Denmark–Slovakia relations
- Denmark: Slovakia

= Denmark–Slovakia relations =

Denmark–Slovakia relations refers to the current and historical relations between Denmark and Slovakia. Denmark has an embassy in Bratislava. Slovakia has an embassy in Copenhagen. The relations between Denmark and Slovakia are described as good and friendly. Denmark has a trade office in Slovakia. Both countries are full members of the European Union and NATO. On 4 September 2002, a memorandum of understanding between the two countries, were signed.

In December 2024, Slovakia closed its embassy in Copenhagen.

==Trade==
Trade are below average, than the other Visegrád Group countries. To develop the economic relations, a Commercial and Economic office was created in 1994. In 1994, an environmental protection agreement was signed.
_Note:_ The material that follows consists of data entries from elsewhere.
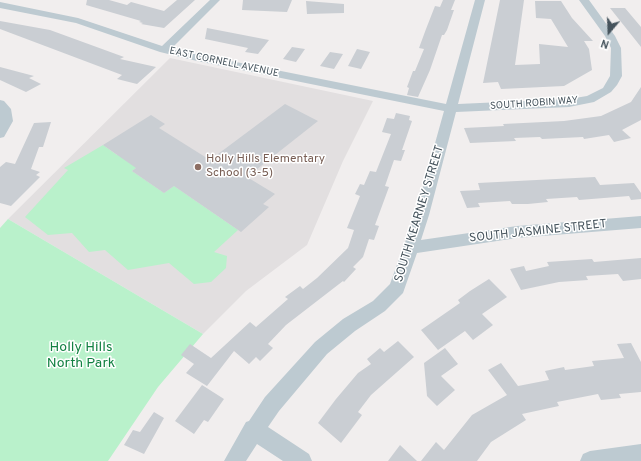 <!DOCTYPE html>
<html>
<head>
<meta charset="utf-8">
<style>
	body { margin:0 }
	#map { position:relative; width:641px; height:461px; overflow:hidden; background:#f1eeee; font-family:Overpass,sans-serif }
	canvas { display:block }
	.north { position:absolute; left:589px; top:12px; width:40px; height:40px; -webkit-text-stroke:3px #fff; paint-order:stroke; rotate:199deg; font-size:11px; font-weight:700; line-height:16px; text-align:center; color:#45535c }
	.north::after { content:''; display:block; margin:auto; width:14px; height:18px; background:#45535c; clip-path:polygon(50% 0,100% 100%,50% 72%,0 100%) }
</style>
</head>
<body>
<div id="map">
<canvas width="641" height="461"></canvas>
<div class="north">N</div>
</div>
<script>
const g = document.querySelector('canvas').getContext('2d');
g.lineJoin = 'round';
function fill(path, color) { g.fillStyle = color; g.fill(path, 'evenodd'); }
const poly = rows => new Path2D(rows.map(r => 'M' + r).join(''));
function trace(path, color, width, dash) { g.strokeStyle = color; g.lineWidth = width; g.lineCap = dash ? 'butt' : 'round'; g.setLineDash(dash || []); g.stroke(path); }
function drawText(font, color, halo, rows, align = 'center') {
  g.font = font + ' Overpass,sans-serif'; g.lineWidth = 3; g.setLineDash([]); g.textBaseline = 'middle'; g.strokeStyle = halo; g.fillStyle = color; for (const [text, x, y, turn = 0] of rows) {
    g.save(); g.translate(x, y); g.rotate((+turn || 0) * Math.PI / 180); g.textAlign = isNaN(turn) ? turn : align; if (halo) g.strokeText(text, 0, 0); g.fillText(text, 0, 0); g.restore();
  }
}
const education = poly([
	[170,58,373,101,343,161,307,245,246,291,203,334,8,219]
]);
const green = poly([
	[103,145,117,155,123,151,141,164,132,171,164,193,174,186,238,230,214,252,227,256,226,268,211,282,194,284,169,263,128,270,105,250,89,252,72,233,48,235,25,217,68,170,64,168],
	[8,219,203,334,158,387,108,461,0,461,0,228]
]);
const building = poly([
	[87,0,109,0,127,5,131,2,164,11,177,0,195,0,164,28,141,24,143,23,139,22,141,21,86,5],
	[243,0,292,0,287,12,242,10],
	[443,0,455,0,451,10,454,10,447,30,444,35,442,35,430,70,418,97,407,95,409,88,407,87,413,71,415,71,424,49,419,48,426,29,435,6,440,7],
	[500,0,524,0,515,65,540,64,539,44,568,47,551,19,536,18,535,1,561,1,572,18,593,41,584,41,589,49,592,70,564,86,501,89,498,82,483,83],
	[306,1,344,4,344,13,307,14],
	[610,8,625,8,641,27,641,47],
	[0,21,50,30,124,57,120,59,156,67,137,84,117,79,122,75,0,29],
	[207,28,269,40,258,54,245,52,248,48,205,39],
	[292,47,305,49,296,62,283,59],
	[357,49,370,52,361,69,348,66],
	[330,52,343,54,334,69,320,66],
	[0,67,34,76,29,78,41,84,26,92,0,80],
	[641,87,641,120,622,130,631,138,614,142,609,135,584,139,583,137,542,139,540,137,514,138,516,141,470,143,464,128,504,126,503,124,564,121,601,116,631,102],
	[285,104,318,121,247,177,275,194,263,204,269,207,241,232,174,186,164,193,132,171,136,168,103,145,151,115,165,124,159,128,210,160],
	[396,113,410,116,409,120,412,121,402,150,405,150,401,161,394,160,385,186,389,187,375,225,379,226,374,240,369,239,363,257,353,267,356,269,344,282,343,281,286,325,268,344,273,348,260,361,256,357,249,364,234,351,207,386,186,373,194,364,181,355,190,344,211,358,250,322,256,327,288,299,285,297,300,286,303,289,317,278,348,248,354,230,347,228,360,196,355,194,360,184,364,185,370,171,376,172,391,134,382,132,387,118,394,119],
	[51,122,43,147,39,147,31,169,40,172,36,175,40,177,11,206,0,203,0,167,6,162,15,164,34,123],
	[595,177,600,185,634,183,641,193,641,199,631,200,629,196,579,200,577,197,546,199,548,202,528,204,512,204,510,201,478,203,480,207,467,208,460,191,480,190,478,183],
	[641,258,641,279,623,281,618,274,586,276,588,280,559,282,521,290,510,269,524,266,526,271,549,266,547,262,592,259,594,262],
	[489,279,507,297,482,314,493,325,473,340,465,331,438,350,421,330,460,303,458,300,470,291],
	[398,341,414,357,371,395,358,412,362,415,341,443,318,423,336,399,358,373,371,364,367,359,380,348,384,352],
	[631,343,641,362,641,392,619,394,621,398,601,400,598,394,557,402,559,406,522,414,526,420,491,442,477,461,421,461,436,442,444,450,472,415,507,395,488,370,501,363,518,386,549,380,545,371,564,367,565,370,594,366,592,361,624,358,617,344],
	[445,348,458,364,441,376,455,390,437,406,427,396,424,363],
	[202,385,224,399,208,422,204,420,194,434,175,421],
	[154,412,164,418,144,454,124,445,133,430,140,432],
	[400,445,417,461,388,461]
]);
const minor = poly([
	[210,0,220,0,171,49,446,104,475,0,485,0,458,104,569,99,587,96,603,88,610,76,611,48,605,36,579,0,589,0,615,36,621,48,622,76,617,85,611,92,594,102,569,107,456,112,429,215,421,240,517,226,641,216,641,228,517,238,417,253,403,293,385,311,355,331,327,354,279,411,268,427,309,454,312,461,283,461,257,444,246,461,224,461,246,422,249,421,265,397,315,342,343,319,373,301,390,284,415,215,444,111,197,61,160,52,76,23,0,8,0,2,78,18,162,46,210,0],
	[0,100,4,101,11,109,13,121,4,137,0,138,0,100],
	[641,444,641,461,580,461,583,454,590,451,641,444]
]);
const markers = [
	[198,167,4,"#8d6e63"]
];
const farStreetnames = [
	["EAST CORNELL AVENUE",224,63,12],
	["SOUTH ROBIN WAY",534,104,-4]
];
const educationNames = [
	["Holly Hills Elementary",206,160],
	["School (3-5)",206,174]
];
const streetNames = [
	["SOUTH KEARNEY STREET",420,214,-73],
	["SOUTH JASMINE STREET",538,232,-6]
];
const nearParknames = [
	["Holly Hills",81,348],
	["North Park",81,364]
];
fill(education, '#e2dfe0');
fill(green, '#b9f1cb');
fill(building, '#caced3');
fill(minor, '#bdcad1');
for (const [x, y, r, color] of markers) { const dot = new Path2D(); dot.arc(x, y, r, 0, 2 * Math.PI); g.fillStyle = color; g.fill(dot); trace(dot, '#fff', 1.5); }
drawText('10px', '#45535c', '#fff', farStreetnames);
drawText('12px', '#785e54', '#fff', educationNames, 'left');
drawText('12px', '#45535c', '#fff', streetNames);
drawText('14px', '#128142', '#fff', nearParknames);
</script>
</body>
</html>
ECCO opened a production facility in 1998, in Slovakia. Falck operated from 2006 in Slovakia, and opened 37 new fire stations. Oxymat, has a headquarters in Slovakia.

==State visits==
Danish Prime Minister Anders Fogh Rasmussen visited Slovakia in 2002, for a meeting with Slovak President Rudolf Schuster.

==Diplomatic missions==
- Denmark has an embassy in Bratislava.
- Slovakia is accredited to Denmark from its embassy in Stockholm, Sweden.